Problem requirements
From the first line of the listing below to the line with "width:15px; height:15px; background:#2b2b33", print each line exactly, and nothing more. Leave out the pictures.

Records supplied
^^^^^^^^
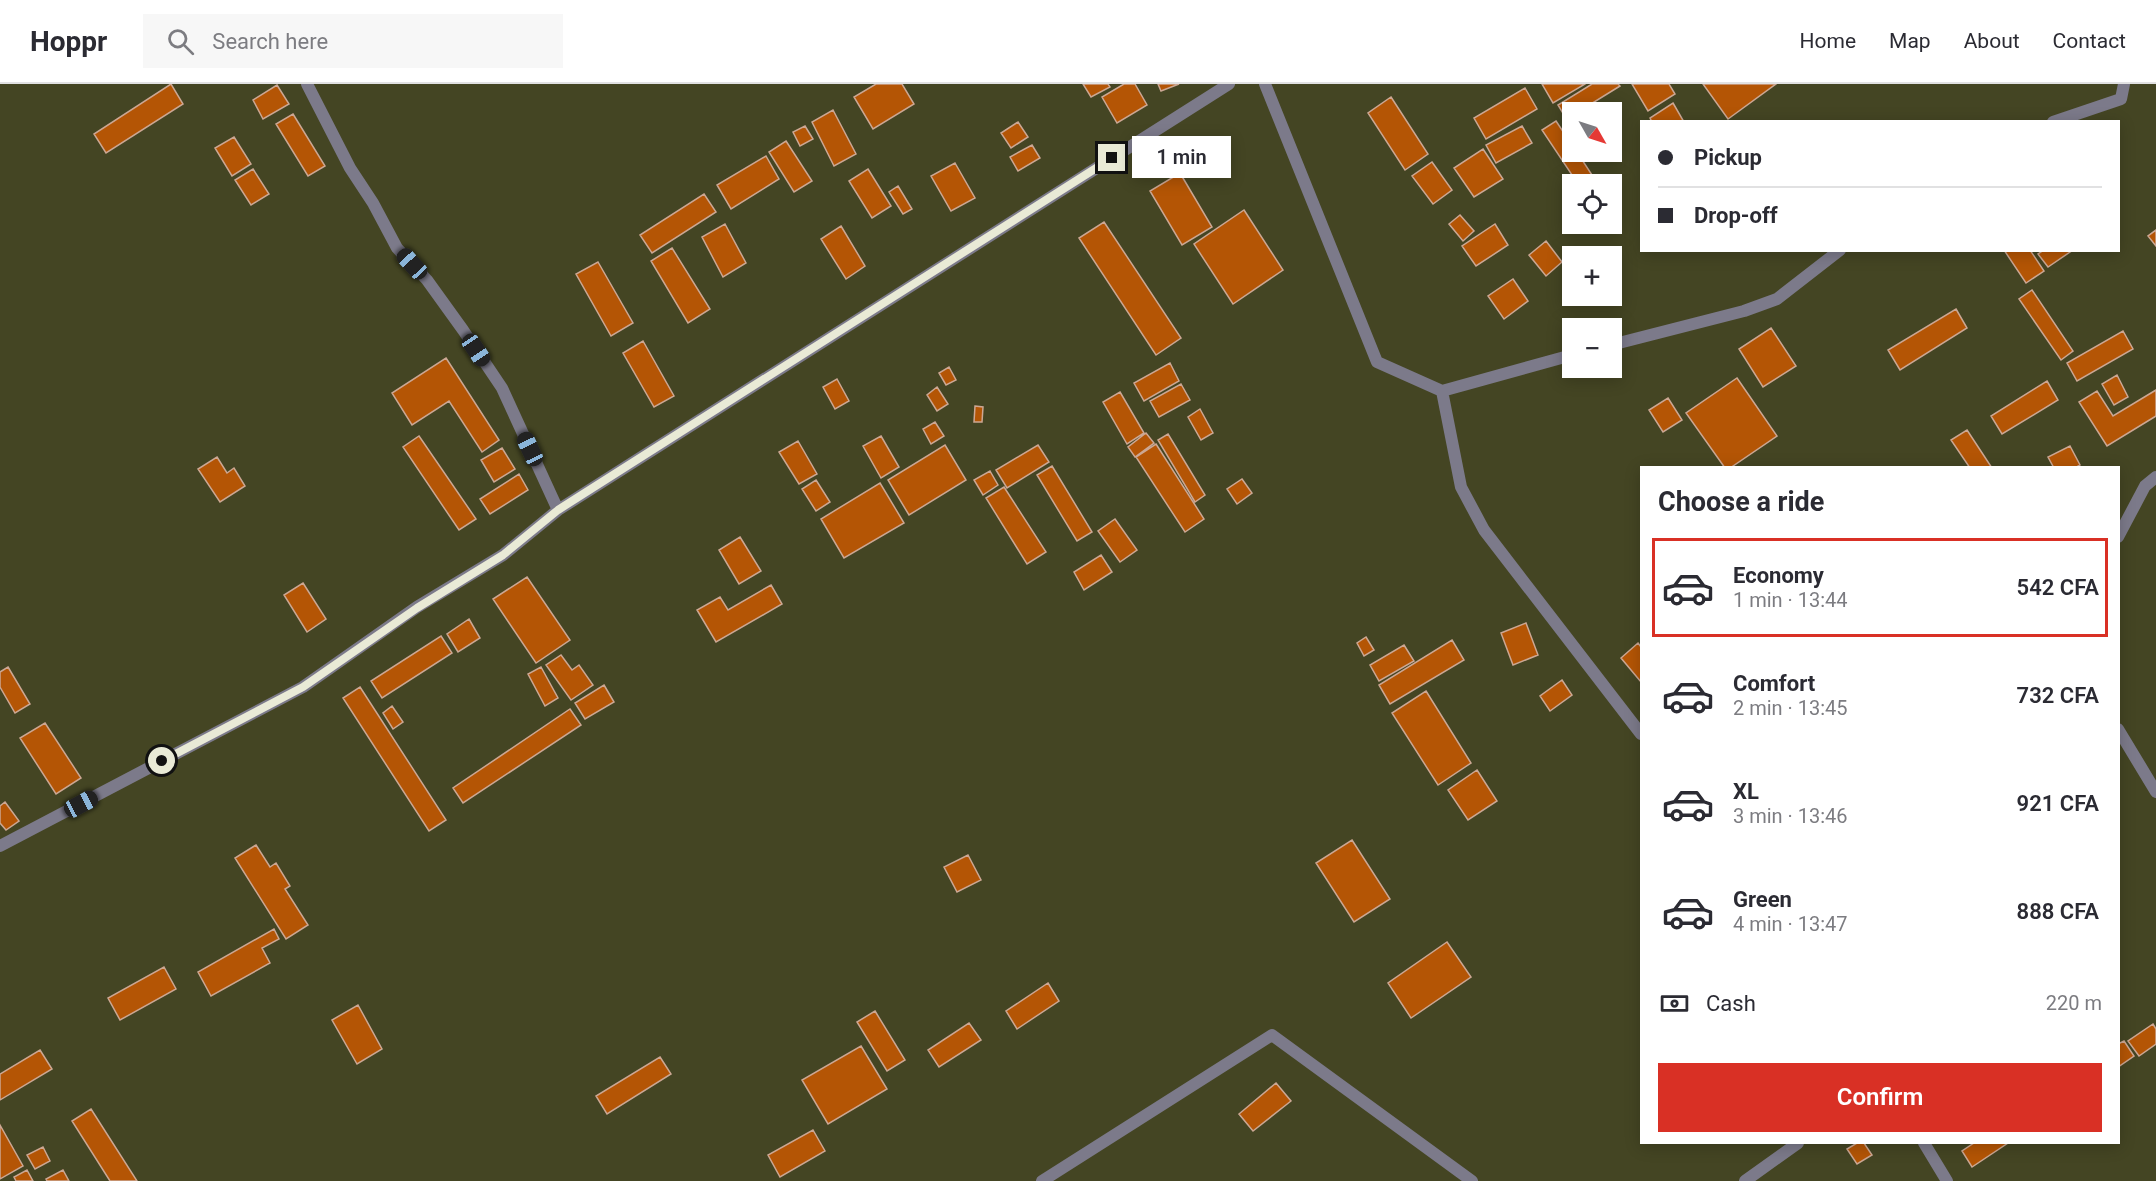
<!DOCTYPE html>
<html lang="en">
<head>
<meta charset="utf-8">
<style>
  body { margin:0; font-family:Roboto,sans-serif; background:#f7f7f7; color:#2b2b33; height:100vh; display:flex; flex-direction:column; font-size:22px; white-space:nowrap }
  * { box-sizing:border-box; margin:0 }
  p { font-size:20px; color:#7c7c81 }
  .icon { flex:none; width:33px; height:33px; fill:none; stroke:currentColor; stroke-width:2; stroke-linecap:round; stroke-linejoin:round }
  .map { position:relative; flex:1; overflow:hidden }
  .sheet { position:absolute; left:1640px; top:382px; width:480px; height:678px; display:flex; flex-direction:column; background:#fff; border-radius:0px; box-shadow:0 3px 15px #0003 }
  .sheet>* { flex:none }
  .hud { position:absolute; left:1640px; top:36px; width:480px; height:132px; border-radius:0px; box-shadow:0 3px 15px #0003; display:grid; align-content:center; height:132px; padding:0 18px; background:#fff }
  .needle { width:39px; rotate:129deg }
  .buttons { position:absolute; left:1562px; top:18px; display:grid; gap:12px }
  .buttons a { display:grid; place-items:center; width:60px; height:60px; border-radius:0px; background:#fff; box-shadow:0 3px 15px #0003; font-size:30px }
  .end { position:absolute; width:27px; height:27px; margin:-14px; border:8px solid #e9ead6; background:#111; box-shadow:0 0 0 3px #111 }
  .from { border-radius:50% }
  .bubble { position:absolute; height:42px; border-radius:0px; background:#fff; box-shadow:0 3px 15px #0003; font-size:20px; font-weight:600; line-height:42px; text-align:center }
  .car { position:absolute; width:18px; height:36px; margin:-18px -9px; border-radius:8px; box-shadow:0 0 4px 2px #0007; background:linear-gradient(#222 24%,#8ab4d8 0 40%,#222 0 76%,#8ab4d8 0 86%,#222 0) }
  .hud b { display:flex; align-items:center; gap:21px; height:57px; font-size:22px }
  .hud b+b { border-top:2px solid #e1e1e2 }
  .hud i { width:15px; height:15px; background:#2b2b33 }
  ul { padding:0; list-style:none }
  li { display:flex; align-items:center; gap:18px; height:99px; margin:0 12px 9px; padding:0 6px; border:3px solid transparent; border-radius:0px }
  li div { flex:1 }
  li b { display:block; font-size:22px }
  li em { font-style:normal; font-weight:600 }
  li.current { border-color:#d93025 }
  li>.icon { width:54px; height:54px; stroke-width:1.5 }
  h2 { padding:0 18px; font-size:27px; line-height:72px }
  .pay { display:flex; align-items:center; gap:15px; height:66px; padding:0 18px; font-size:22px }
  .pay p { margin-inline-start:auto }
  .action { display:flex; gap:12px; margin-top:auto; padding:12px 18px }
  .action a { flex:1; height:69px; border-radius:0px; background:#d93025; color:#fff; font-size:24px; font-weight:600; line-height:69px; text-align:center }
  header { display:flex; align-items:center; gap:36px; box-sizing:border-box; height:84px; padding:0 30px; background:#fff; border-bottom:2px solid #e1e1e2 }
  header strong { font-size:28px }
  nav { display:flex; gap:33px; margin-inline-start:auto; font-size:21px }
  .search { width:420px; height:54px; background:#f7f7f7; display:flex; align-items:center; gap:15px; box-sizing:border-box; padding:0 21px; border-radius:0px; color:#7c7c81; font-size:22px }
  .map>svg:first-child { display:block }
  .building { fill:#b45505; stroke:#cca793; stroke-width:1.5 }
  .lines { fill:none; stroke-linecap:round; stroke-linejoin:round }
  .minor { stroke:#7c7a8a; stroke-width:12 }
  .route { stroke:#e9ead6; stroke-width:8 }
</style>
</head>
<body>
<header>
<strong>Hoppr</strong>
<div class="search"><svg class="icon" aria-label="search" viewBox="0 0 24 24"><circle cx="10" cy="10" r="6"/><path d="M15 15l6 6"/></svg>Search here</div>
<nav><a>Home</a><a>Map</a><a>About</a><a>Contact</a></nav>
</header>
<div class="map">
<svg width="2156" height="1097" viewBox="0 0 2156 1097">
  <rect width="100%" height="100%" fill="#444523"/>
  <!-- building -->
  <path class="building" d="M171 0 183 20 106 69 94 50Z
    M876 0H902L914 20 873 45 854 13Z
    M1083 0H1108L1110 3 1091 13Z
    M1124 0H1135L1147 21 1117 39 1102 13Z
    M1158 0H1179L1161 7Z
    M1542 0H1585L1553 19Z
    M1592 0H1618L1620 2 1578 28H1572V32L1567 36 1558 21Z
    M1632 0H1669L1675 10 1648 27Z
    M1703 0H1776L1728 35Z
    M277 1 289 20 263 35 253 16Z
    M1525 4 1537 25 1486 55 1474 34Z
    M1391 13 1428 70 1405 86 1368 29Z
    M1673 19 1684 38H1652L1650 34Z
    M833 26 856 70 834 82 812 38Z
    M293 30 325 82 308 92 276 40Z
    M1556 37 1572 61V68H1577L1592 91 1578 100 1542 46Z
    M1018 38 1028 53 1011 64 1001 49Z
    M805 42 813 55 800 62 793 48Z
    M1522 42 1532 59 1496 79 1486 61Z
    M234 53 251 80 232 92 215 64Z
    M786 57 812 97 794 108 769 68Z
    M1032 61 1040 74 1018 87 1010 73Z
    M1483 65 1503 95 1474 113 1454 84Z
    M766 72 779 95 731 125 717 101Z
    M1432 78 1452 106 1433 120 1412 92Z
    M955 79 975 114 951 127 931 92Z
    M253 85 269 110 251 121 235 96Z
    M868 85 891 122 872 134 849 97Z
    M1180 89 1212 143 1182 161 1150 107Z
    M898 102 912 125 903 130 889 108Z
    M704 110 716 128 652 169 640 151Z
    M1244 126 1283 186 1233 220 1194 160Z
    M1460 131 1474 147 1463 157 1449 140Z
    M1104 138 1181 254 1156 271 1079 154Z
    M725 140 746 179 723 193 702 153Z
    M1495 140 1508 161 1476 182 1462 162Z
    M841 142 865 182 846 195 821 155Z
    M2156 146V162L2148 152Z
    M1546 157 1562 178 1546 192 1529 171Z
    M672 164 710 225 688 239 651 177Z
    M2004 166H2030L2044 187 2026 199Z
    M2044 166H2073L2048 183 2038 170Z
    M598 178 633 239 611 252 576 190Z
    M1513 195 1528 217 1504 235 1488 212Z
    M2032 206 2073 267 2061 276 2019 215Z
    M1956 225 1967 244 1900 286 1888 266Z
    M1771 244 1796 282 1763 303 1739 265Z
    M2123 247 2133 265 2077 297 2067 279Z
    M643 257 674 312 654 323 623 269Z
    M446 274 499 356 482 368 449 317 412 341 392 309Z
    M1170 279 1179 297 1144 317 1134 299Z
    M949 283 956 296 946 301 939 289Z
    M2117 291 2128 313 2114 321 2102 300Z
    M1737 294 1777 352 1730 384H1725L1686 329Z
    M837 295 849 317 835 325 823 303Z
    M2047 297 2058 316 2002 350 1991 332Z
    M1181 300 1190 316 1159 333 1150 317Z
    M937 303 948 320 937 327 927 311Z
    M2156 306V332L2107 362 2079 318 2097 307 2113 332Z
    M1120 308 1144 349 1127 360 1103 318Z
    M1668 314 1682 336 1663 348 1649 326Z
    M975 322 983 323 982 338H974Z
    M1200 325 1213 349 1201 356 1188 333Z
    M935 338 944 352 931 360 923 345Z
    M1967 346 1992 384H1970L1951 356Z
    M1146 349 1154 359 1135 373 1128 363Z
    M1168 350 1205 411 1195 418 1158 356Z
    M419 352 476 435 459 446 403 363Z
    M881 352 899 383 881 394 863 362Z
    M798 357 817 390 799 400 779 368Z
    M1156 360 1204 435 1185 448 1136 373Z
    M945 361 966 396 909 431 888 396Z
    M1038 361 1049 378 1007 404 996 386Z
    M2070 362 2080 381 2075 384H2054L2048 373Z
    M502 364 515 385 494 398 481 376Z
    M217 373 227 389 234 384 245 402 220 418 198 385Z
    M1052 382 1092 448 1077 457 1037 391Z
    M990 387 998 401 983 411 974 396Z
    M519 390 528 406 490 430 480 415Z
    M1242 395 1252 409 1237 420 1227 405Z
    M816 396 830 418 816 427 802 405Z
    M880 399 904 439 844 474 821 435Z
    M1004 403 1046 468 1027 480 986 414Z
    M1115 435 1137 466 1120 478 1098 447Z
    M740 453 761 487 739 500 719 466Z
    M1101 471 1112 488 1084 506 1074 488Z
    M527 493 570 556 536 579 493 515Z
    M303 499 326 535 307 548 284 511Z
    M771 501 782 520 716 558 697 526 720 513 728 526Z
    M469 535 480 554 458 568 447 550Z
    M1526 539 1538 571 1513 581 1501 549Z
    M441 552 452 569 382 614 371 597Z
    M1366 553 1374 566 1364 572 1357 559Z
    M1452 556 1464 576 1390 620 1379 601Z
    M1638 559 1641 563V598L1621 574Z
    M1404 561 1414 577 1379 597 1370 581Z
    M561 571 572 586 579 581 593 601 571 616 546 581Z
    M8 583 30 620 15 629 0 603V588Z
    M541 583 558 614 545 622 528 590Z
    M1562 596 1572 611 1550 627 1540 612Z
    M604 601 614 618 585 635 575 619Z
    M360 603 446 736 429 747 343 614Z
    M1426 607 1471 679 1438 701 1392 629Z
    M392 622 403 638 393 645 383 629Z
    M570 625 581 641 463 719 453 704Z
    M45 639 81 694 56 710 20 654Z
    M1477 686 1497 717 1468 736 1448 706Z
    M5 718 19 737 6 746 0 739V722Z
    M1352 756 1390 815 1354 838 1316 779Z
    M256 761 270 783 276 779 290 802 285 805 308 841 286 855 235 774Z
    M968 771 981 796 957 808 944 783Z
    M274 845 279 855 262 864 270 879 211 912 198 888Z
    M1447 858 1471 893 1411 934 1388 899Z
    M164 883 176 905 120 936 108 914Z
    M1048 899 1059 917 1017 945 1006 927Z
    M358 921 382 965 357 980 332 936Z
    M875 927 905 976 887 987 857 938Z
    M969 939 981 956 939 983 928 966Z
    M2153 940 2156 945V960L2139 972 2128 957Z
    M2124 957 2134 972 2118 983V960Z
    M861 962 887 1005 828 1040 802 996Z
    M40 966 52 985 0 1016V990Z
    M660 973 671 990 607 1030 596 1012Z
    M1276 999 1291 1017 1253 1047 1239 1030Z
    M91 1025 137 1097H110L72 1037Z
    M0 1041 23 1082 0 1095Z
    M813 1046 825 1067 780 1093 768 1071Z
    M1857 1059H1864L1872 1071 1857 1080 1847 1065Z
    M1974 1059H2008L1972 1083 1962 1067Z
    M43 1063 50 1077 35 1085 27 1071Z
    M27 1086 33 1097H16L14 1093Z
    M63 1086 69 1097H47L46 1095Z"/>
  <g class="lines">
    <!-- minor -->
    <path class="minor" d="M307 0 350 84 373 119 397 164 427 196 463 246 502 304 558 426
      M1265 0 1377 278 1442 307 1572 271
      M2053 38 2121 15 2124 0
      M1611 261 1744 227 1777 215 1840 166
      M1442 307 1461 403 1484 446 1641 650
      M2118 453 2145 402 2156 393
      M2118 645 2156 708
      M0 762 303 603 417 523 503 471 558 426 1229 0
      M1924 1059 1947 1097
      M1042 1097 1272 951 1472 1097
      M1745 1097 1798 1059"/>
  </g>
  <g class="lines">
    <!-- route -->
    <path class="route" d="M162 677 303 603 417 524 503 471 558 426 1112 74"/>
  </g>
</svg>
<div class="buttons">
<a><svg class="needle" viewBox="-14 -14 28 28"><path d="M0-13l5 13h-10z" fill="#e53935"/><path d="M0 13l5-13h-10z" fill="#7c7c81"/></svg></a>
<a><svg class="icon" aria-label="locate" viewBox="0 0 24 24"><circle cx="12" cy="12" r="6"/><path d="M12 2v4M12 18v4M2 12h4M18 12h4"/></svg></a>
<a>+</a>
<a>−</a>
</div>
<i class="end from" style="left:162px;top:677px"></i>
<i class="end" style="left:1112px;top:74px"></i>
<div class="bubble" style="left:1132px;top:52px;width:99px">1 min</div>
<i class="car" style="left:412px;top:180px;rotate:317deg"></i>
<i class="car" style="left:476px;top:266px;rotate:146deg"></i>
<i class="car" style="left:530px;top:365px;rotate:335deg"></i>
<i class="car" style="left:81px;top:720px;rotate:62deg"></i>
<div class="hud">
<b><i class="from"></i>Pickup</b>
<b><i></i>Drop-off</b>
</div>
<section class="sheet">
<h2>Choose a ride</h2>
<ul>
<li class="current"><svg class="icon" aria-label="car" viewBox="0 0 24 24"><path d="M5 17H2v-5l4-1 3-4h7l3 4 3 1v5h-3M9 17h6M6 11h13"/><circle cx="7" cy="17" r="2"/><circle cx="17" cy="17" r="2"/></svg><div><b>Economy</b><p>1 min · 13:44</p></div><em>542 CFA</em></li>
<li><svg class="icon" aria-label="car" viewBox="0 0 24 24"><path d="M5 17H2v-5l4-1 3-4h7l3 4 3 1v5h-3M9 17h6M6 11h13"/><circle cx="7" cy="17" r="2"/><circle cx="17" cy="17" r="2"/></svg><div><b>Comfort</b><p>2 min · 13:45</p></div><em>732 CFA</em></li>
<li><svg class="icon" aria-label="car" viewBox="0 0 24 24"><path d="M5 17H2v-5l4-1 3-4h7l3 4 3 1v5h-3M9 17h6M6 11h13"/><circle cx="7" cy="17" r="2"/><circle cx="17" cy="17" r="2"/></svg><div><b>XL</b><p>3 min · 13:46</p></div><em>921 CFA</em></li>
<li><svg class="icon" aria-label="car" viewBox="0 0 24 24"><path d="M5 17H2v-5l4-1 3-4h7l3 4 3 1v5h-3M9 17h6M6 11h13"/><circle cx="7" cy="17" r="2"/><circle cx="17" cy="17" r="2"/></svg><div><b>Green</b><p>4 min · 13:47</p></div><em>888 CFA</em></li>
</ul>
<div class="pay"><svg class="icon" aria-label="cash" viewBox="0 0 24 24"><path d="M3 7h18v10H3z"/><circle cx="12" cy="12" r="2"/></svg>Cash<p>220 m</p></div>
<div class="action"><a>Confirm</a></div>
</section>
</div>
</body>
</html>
^^^^^^^^
Your solution
<!DOCTYPE html>
<html lang="en">
<head>
<meta charset="utf-8">
<style>
  body { margin:0; font-family:Roboto,sans-serif; background:#f7f7f7; color:#2b2b33; height:100vh; display:flex; flex-direction:column; font-size:22px; white-space:nowrap }
  * { box-sizing:border-box; margin:0 }
  p { font-size:20px; color:#7c7c81 }
  .icon { flex:none; width:33px; height:33px; fill:none; stroke:currentColor; stroke-width:2; stroke-linecap:round; stroke-linejoin:round }
  .map { position:relative; flex:1; overflow:hidden }
  .sheet { position:absolute; left:1640px; top:382px; width:480px; height:678px; display:flex; flex-direction:column; background:#fff; border-radius:0px; box-shadow:0 3px 15px #0003 }
  .sheet>* { flex:none }
  .hud { position:absolute; left:1640px; top:36px; width:480px; height:132px; border-radius:0px; box-shadow:0 3px 15px #0003; display:grid; align-content:center; height:132px; padding:0 18px; background:#fff }
  .needle { width:39px; rotate:129deg }
  .buttons { position:absolute; left:1562px; top:18px; display:grid; gap:12px }
  .buttons a { display:grid; place-items:center; width:60px; height:60px; border-radius:0px; background:#fff; box-shadow:0 3px 15px #0003; font-size:30px }
  .end { position:absolute; width:27px; height:27px; margin:-14px; border:8px solid #e9ead6; background:#111; box-shadow:0 0 0 3px #111 }
  .from { border-radius:50% }
  .bubble { position:absolute; height:42px; border-radius:0px; background:#fff; box-shadow:0 3px 15px #0003; font-size:20px; font-weight:600; line-height:42px; text-align:center }
  .car { position:absolute; width:18px; height:36px; margin:-18px -9px; border-radius:8px; box-shadow:0 0 4px 2px #0007; background:linear-gradient(#222 24%,#8ab4d8 0 40%,#222 0 76%,#8ab4d8 0 86%,#222 0) }
  .hud b { display:flex; align-items:center; gap:21px; height:57px; font-size:22px }
  .hud b+b { border-top:2px solid #e1e1e2 }
  .hud i { width:15px; height:15px; background:#2b2b33 }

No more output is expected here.